Mobile Care is a client-server application designed to automatically launch when a user dials a customer-care call center for assistance. The application allows users to check account balances, pay bills or perform other basic tasks, or to complete the call.
The offering is a natural extension of existing Nuance speech-recognition solutions that allow telcos and other consumer-facing businesses to handle customer-care calls without using a live agent, according to Nuance executive Mikael Berner.

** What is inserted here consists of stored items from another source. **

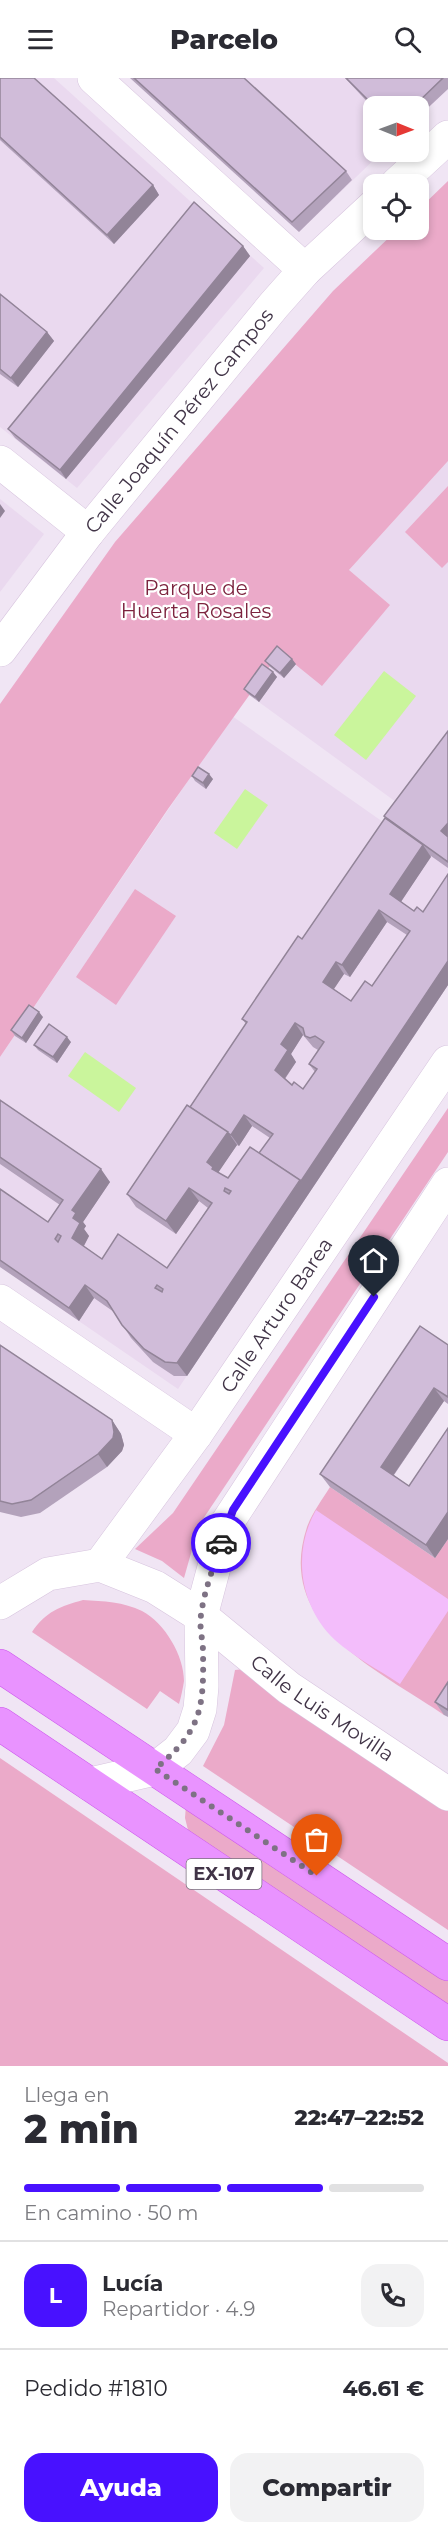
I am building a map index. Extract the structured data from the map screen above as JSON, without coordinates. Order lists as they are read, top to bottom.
{
  "streets": {
    "main road": ["EX-107"],
    "street": ["Calle Joaquín Pérez Campos", "Calle Arturo Barea", "Calle Luis Movilla"]
  },
  "parks": ["Parque de Huerta Rosales"],
  "north": "right",
  "page": {
    "header": "Parcelo",
    "heading": ["2 min", "Llega en", "22:47–22:52"],
    "panel": [
      "Lucía",
      "Repartidor · 4.9",
      "Pedido #1810",
      "46.61 €"
    ],
    "bar": "En camino · 50 m",
    "round": "L",
    "buttons": ["Ayuda", "Compartir"]
  }
}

The company plans to integrate voice functionality into Mobile Care, enabling users to talk to the phone – but not necessarily to an agent – to retrieve account information or resolve problems.

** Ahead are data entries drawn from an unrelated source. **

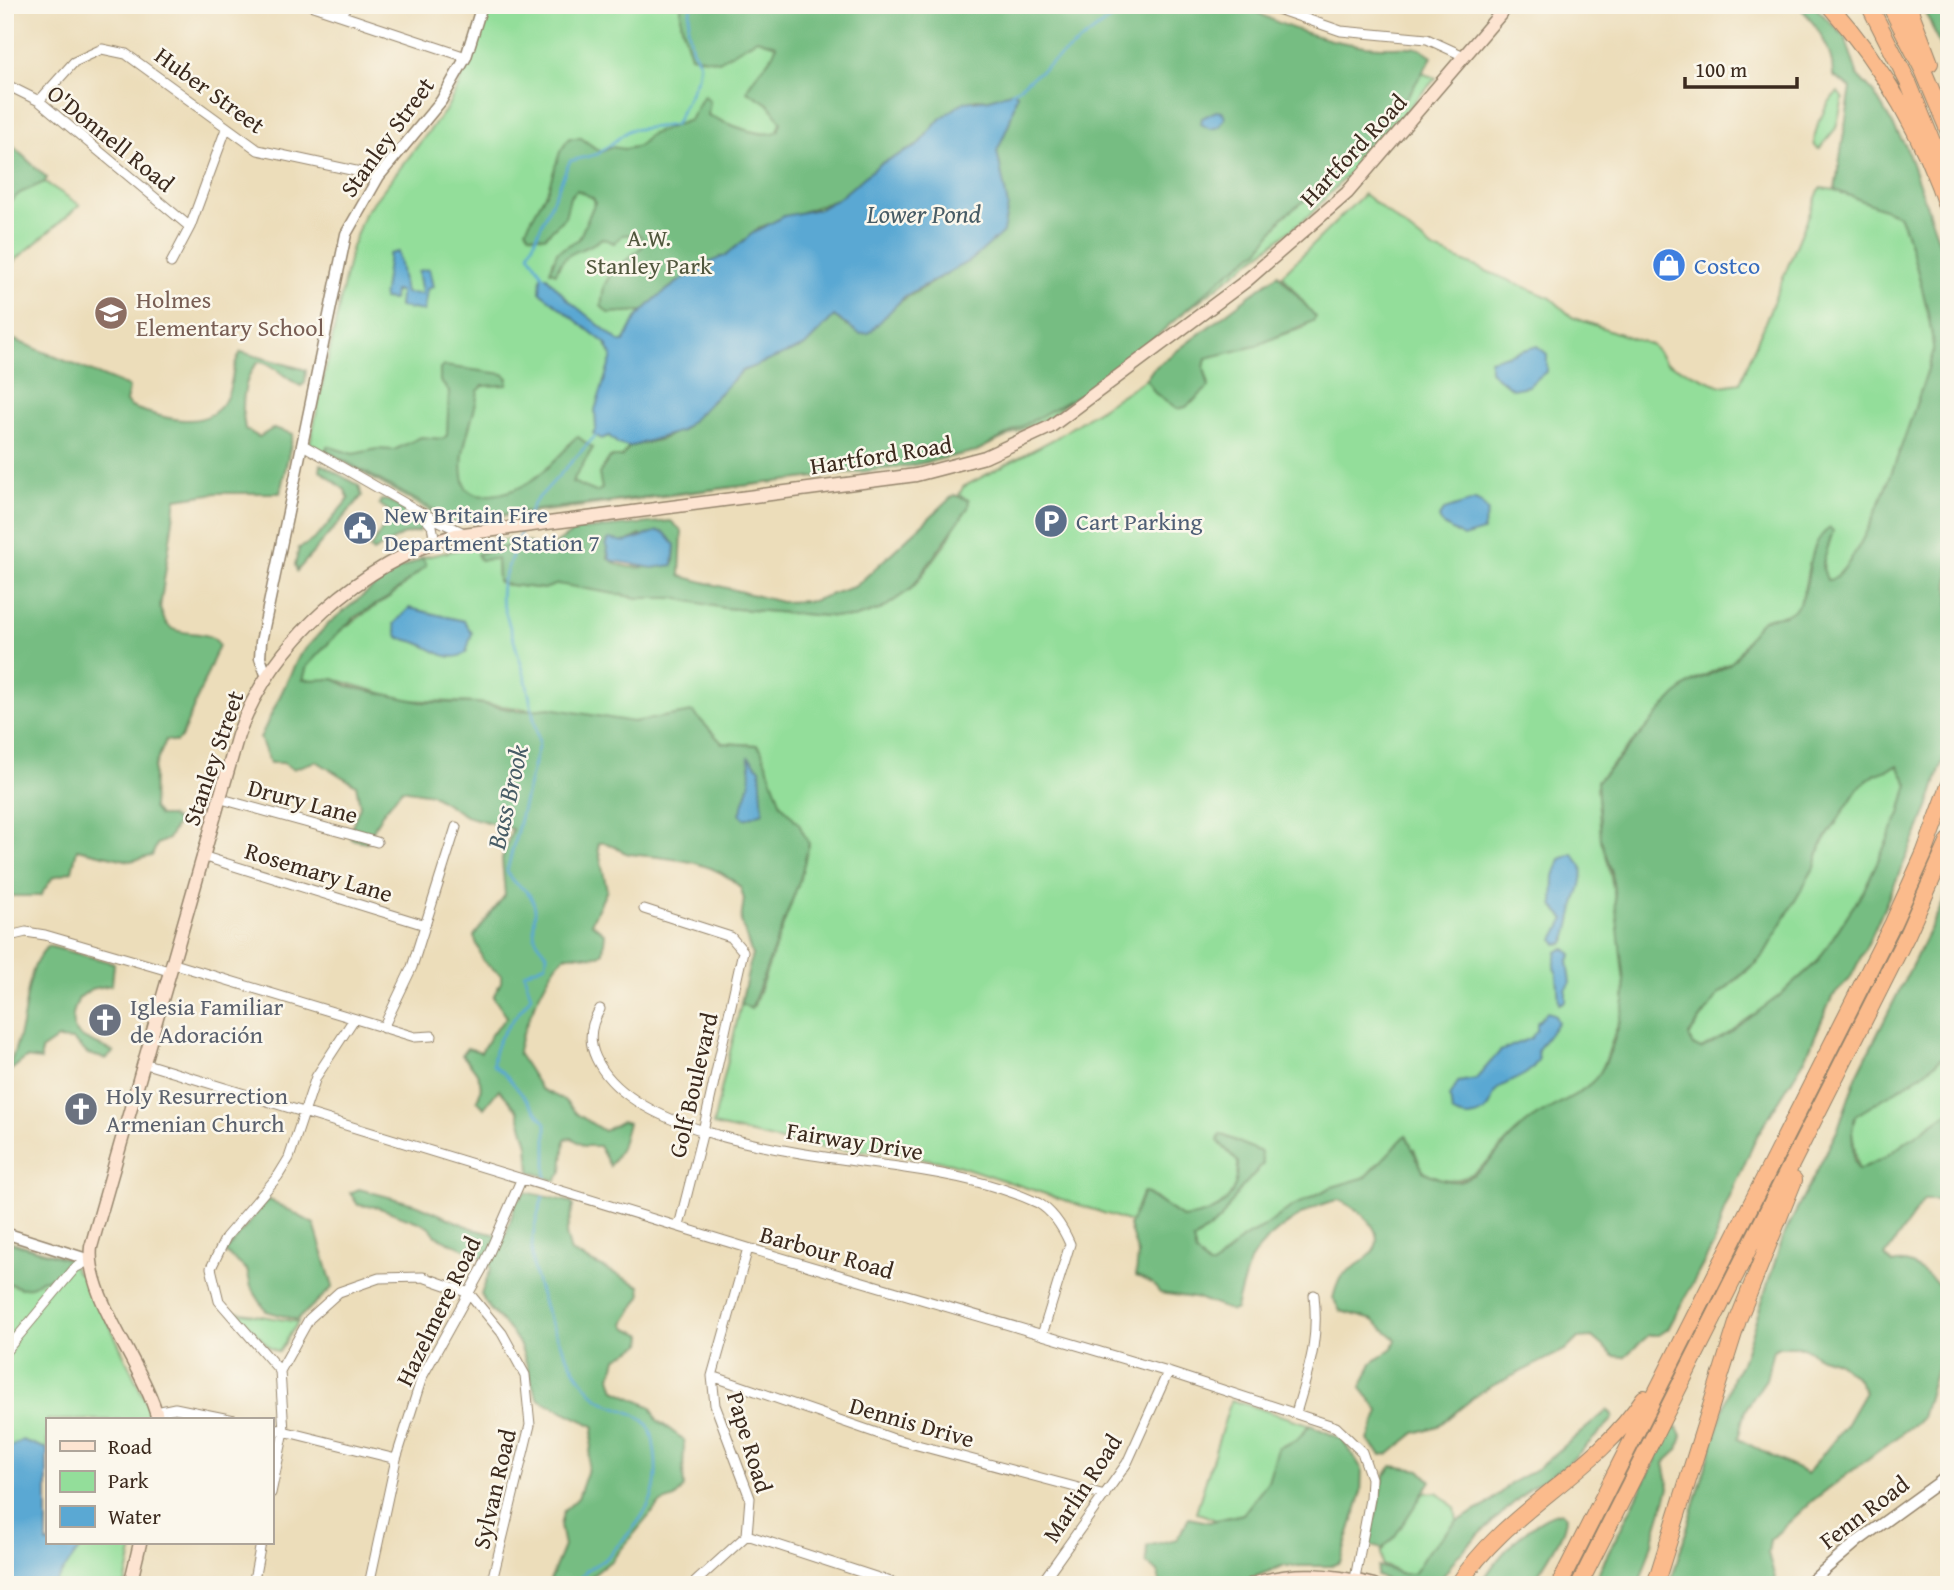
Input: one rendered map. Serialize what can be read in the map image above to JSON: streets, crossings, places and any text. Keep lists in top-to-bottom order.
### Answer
{
  "streets": {
    "main road": ["Stanley Street", "Hartford Road"],
    "street": [
      "Huber Street",
      "O'Donnell Road",
      "Drury Lane",
      "Rosemary Lane",
      "Golf Boulevard",
      "Fairway Drive",
      "Barbour Road",
      "Hazelmere Road",
      "Dennis Drive",
      "Pape Road",
      "Marlin Road",
      "Sylvan Road",
      "Fenn Road"
    ]
  },
  "crossings": [
    ["Huber Street", "Stanley Street"],
    ["Huber Street", "O'Donnell Road"],
    ["Stanley Street", "Hartford Road"],
    ["Stanley Street", "Drury Lane"],
    ["Stanley Street", "Rosemary Lane"],
    ["Stanley Street", "Barbour Road"],
    ["Golf Boulevard", "Fairway Drive"],
    ["Golf Boulevard", "Barbour Road"],
    ["Fairway Drive", "Barbour Road"],
    ["Barbour Road", "Hazelmere Road"],
    ["Barbour Road", "Pape Road"],
    ["Barbour Road", "Marlin Road"],
    ["Hazelmere Road", "Sylvan Road"],
    ["Dennis Drive", "Pape Road"],
    ["Dennis Drive", "Marlin Road"]
  ],
  "water": ["Lower Pond", "Bass Brook"],
  "parks": ["A.W. Stanley Park"],
  "places": {
    "shop": ["Costco"],
    "school or university": ["Holmes Elementary School"],
    "parking": ["Cart Parking"],
    "public building": ["New Britain Fire Department Station 7"],
    "church": ["Iglesia Familiar de Adoración", "Holy Resurrection Armenian Church"]
  },
  "legend": ["Road", "Park", "Water"],
  "scale_bar": "100 m"
}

“We thought, with everything we do in the network, let’s put as much of that as possible onto the handset,” said Berner, who serves as VP of Nuance On-Demand. “We’ve put a tremendous amount of effort into this over the last year.”
The lightweight application acts a bit like an on-device portal, pre-caching much of the data on the device and updating dynamic information as needed. Nuance has already inked a deal with an unnamed carrier, and has “many deals coming through the pipeline after this one,” Berner claimed.
The Burlington, Mass.-based company hopes to cash in as it helps mobile operators slash customer-care costs that surpass $7 billion annually, according to Nuance. The application is designed to be embedded on phones, eliminating the need for a user to actively download it – or even launch it from a menu.
Beyond carriers
Interestingly, though, it’s not just network operators Nuance hopes to bag as customers for Mobile Care: A host of consumer-facing service providers could use the solution, Nuance believes, from shipping companies to cable television providers. And that could allow businesses to leverage mobile in a whole new way, according to Berner.
“The way people have thought about mobile enterprise has been from a business perspective, not a consumer perspective,” he continued. “We’re just now starting to work with enterprises.”
Nuance is well-positioned to aggressively push the new solution. The company is a behemoth in the speech-recognition space, spending more than $1 billion to swallow up competitors and other developers in the past couple of years, and the company is making strides as mobile users finally seem to be tolerating – or even embracing – the concept of using their voices to navigate applications.
Selling the application to non-wireless companies may be a tall order, however. Encouraging users to actively download the offering may be a non-starter, so Nuance may need to reach critical mass by working with carriers to distribute the application before crossing over to outside markets.
“We may be a little bit out over our skis” in approaching potential non-wireless customers, Berner conceded. “This really can transform how the consumer wants to interact (with service providers). . We’ve had extremely positive feedback, but it is going to take time.”